D601 services have an extra gate because Windows, WSL, Docker Desktop and native k3s are separate supervisors: record the Windows scheduled task or equivalent keepalive, run docker inspect to confirm Docker-managed services such as met-nonlinear-ts have non-empty restart policies and host bind mounts for durable state, and run kubectl -n unidesk get deploy,pod,svc,endpoints claudeqq -o wide for k3s-managed ClaudeQQ. Then verify MET Nonlinear queue/image health and ClaudeQQ logged-in NapCat HTTP/WebSocket state through the real UniDesk proxy after the restart. A service that only becomes running but loses login, queue, token, subscription, data directory or pending work is not restart-recovery complete.
Delivery Gate
Before claiming delivery, run these checks and keep their JSON output or screenshot path available for review:
bun scripts/cli.ts checkbun scripts/cli.ts server start, thenbun scripts/cli.ts job status latestuntilsucceededbun scripts/cli.ts server statusbun scripts/cli.ts e2e runand inspectfailedChecksor the emittedresultPathif any check fails- a database persistence marker check across at least one CLI-controlled restart
Provider Upgrade Gate
When delivery explicitly includes upgrading or rebuilding a compute-node provider-gateway such as D601 or D518, the automated E2E plan check is not sufficient. The operator must first bootstrap any legacy provider only from a node-local terminal, node-owned web terminal, systemd, scheduled task, or detached shell if it cannot yet schedule upgrades; SSH passthrough carried by the same provider-gateway must not be used for synchronous self-rebuilds. Then run provider.upgrade with mode: "schedule" against that Provider ID, confirm the task succeeds, confirm the sleep-and-validate candidate gateway reconnects in the public frontend, confirm docker inspect reports final restart policy always and PID mode host, record whether systemd/PM2/Windows scheduled task/Docker Desktop autostart is the daemon-level supervisor, and finally verify any required host.ssh capability with bun scripts/cli.ts ssh <PROVIDER_ID> hostname. This schedule check is a node-upgrade gate, not a replacement for the standard public frontend Playwright E2E gate.

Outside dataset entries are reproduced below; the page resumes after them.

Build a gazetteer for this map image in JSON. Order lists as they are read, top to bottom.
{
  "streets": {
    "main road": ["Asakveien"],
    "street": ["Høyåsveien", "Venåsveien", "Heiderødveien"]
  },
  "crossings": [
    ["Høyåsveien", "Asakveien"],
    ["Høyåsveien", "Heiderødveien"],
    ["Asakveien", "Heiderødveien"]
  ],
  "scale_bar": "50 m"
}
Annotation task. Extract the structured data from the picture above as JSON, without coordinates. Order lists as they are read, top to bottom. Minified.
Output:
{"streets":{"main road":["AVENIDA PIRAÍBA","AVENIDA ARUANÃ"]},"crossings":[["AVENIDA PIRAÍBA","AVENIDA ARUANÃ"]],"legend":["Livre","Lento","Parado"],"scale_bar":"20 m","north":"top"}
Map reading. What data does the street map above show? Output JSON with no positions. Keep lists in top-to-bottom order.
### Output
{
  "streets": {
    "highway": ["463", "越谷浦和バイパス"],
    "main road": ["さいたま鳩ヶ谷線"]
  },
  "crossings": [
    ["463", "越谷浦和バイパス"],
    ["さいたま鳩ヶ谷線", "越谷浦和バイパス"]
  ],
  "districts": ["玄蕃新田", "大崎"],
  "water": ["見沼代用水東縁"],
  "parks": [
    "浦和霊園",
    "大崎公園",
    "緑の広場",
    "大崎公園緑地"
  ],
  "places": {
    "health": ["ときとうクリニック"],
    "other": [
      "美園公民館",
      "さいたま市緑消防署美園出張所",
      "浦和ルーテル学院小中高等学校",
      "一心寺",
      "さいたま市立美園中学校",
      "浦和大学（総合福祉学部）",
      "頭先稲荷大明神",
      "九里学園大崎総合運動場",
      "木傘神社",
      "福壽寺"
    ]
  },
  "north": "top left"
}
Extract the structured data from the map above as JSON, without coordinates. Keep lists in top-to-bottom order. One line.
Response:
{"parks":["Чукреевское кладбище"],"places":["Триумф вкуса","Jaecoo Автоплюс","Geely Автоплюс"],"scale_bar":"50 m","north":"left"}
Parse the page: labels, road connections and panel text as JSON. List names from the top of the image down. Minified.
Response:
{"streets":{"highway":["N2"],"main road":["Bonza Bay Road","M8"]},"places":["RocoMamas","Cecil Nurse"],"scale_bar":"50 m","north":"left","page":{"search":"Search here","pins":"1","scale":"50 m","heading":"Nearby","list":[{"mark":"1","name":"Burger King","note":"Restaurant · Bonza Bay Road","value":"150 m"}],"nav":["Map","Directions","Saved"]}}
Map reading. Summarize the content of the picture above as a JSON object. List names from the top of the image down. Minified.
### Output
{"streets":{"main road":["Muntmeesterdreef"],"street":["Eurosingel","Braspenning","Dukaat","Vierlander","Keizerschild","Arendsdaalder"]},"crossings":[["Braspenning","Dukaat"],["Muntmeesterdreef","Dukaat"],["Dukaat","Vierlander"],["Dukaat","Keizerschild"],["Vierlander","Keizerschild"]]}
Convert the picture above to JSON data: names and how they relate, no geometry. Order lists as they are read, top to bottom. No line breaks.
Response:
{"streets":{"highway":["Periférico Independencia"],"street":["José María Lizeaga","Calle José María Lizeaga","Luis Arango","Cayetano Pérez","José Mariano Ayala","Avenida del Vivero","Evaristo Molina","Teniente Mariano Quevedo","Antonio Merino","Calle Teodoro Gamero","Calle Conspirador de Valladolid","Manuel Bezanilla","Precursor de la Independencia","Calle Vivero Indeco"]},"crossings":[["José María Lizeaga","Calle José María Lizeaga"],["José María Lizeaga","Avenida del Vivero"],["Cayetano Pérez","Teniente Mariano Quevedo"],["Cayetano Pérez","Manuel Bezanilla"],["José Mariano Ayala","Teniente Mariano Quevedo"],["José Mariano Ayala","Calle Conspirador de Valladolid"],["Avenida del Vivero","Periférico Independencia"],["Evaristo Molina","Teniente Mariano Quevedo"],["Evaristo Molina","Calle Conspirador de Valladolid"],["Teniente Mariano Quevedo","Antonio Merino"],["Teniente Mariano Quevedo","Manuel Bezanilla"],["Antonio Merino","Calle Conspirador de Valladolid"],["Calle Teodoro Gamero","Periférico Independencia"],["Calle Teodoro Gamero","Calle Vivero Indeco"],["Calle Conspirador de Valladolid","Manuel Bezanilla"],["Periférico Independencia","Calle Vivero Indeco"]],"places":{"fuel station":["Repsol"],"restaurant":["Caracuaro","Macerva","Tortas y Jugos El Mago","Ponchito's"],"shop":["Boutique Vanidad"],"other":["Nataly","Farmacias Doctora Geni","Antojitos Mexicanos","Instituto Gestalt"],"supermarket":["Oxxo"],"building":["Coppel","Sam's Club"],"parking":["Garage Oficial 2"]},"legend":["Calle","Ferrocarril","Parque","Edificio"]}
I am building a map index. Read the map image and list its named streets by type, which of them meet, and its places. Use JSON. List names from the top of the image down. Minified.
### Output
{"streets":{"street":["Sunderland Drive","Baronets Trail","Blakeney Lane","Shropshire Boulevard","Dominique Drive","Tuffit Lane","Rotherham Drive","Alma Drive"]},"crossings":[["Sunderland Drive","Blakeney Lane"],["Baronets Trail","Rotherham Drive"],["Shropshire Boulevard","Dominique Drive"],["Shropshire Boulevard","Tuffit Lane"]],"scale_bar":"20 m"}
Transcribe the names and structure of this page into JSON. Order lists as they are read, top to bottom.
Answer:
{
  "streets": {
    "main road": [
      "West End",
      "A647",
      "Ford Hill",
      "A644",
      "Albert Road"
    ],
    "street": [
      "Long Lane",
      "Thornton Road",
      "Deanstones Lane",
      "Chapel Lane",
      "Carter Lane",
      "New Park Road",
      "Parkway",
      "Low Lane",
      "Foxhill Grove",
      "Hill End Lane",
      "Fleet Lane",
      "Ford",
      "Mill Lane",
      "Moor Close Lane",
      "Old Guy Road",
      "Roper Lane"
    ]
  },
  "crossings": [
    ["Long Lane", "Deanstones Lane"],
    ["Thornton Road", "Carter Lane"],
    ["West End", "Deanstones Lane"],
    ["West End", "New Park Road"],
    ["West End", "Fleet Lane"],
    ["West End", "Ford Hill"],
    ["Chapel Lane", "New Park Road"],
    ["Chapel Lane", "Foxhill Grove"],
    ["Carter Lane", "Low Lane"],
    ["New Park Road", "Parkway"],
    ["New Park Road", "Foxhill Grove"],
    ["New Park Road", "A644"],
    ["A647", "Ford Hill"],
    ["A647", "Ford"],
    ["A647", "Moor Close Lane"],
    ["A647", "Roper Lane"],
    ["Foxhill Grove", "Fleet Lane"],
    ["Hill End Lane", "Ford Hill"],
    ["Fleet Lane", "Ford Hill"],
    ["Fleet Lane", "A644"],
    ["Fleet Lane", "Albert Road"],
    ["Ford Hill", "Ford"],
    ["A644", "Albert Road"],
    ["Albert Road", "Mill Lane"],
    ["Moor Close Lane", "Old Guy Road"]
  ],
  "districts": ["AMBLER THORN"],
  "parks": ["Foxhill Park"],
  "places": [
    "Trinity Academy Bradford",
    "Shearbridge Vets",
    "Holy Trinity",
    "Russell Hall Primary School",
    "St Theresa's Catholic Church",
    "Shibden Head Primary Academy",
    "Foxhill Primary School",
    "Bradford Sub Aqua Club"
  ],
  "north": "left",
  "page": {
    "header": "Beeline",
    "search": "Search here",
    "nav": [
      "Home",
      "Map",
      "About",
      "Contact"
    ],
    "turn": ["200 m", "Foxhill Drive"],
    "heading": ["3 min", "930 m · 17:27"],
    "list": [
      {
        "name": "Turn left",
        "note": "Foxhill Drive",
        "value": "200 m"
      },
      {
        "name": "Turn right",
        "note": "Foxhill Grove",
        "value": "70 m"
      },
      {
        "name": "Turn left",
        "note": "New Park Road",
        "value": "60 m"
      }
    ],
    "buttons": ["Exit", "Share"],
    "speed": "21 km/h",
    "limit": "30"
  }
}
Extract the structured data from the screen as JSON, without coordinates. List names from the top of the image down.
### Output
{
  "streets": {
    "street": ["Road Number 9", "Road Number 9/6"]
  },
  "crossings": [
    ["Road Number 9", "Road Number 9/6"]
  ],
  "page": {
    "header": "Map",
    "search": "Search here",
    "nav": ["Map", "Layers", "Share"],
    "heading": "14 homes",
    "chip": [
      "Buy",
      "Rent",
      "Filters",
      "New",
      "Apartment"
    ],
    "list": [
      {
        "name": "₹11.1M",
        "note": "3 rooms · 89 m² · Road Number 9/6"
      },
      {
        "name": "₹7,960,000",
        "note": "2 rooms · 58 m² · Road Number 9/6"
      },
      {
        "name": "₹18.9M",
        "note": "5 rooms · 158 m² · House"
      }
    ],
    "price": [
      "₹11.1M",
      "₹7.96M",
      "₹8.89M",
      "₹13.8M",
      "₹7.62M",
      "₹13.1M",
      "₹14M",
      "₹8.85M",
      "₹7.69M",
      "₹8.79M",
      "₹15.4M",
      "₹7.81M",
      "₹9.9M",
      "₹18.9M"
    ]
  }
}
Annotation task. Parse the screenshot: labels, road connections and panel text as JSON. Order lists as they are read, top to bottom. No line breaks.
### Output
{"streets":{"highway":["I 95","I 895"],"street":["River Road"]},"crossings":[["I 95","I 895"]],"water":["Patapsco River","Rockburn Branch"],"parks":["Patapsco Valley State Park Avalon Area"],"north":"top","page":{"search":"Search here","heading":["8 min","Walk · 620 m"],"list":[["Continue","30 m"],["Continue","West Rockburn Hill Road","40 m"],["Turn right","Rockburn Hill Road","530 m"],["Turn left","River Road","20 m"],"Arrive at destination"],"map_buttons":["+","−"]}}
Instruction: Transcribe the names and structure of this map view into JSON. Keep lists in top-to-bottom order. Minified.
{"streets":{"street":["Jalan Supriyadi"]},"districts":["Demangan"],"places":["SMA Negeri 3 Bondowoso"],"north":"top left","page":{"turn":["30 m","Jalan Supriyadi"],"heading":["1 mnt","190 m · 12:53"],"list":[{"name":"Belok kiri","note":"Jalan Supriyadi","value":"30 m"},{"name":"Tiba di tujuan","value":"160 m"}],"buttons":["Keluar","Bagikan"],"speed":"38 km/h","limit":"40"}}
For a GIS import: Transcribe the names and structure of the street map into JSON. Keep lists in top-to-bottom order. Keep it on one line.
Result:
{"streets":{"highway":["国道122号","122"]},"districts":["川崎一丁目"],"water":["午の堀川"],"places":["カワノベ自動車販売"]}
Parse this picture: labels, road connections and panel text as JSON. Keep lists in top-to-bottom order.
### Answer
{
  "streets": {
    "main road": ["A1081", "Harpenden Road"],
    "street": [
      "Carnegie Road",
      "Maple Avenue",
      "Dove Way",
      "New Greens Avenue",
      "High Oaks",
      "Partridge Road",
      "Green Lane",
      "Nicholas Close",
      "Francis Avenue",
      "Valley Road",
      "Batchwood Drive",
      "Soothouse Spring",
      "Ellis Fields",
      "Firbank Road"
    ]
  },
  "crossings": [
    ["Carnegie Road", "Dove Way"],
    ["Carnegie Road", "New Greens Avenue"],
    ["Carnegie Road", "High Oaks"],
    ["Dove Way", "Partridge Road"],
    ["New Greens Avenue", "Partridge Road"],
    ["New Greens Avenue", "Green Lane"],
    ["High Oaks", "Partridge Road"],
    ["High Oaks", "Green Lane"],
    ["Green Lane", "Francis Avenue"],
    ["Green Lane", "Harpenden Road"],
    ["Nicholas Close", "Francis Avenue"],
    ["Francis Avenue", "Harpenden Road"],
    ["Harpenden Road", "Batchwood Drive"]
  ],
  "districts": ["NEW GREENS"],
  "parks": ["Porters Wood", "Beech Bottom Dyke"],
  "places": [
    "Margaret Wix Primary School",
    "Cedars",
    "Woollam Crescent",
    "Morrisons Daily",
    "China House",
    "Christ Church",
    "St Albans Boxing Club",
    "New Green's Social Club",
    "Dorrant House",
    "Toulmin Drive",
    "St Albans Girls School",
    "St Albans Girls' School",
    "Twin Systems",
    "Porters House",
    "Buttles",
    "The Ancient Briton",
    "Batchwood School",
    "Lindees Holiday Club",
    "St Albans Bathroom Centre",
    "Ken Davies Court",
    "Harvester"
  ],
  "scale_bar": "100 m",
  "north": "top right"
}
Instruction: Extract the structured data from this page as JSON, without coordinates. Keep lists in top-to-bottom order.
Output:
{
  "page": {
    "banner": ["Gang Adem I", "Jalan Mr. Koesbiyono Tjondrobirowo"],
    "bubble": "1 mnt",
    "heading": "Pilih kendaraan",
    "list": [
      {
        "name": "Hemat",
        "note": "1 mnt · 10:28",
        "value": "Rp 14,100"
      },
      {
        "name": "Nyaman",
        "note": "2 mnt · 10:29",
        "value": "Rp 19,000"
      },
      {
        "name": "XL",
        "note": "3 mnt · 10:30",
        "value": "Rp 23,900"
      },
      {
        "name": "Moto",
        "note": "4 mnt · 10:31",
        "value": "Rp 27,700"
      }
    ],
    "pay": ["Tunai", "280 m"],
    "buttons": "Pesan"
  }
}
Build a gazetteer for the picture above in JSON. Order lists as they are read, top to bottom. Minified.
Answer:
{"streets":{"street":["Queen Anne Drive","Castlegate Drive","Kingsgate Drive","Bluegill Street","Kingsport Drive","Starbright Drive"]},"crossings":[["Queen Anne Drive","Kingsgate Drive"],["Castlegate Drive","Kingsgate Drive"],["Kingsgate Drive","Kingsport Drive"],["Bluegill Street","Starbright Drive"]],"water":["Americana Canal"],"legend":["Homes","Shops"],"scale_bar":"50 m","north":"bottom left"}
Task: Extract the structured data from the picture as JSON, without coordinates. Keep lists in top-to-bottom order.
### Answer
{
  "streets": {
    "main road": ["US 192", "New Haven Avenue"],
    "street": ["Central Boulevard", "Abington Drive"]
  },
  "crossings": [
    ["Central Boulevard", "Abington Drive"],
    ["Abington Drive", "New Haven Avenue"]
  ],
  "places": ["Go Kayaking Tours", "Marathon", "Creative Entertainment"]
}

External compute nodes should run that schedule check through the remote main-server passthrough form: bun scripts/cli.ts --main-server-ip 74.48.78.17 debug dispatch <PROVIDER_ID> provider.upgrade --mode schedule --wait-ms 15000. The default remote transport logs in to the public frontend and does not require a main server SSH key; this proves the node can validate itself without direct access to backend-core REST or PostgreSQL.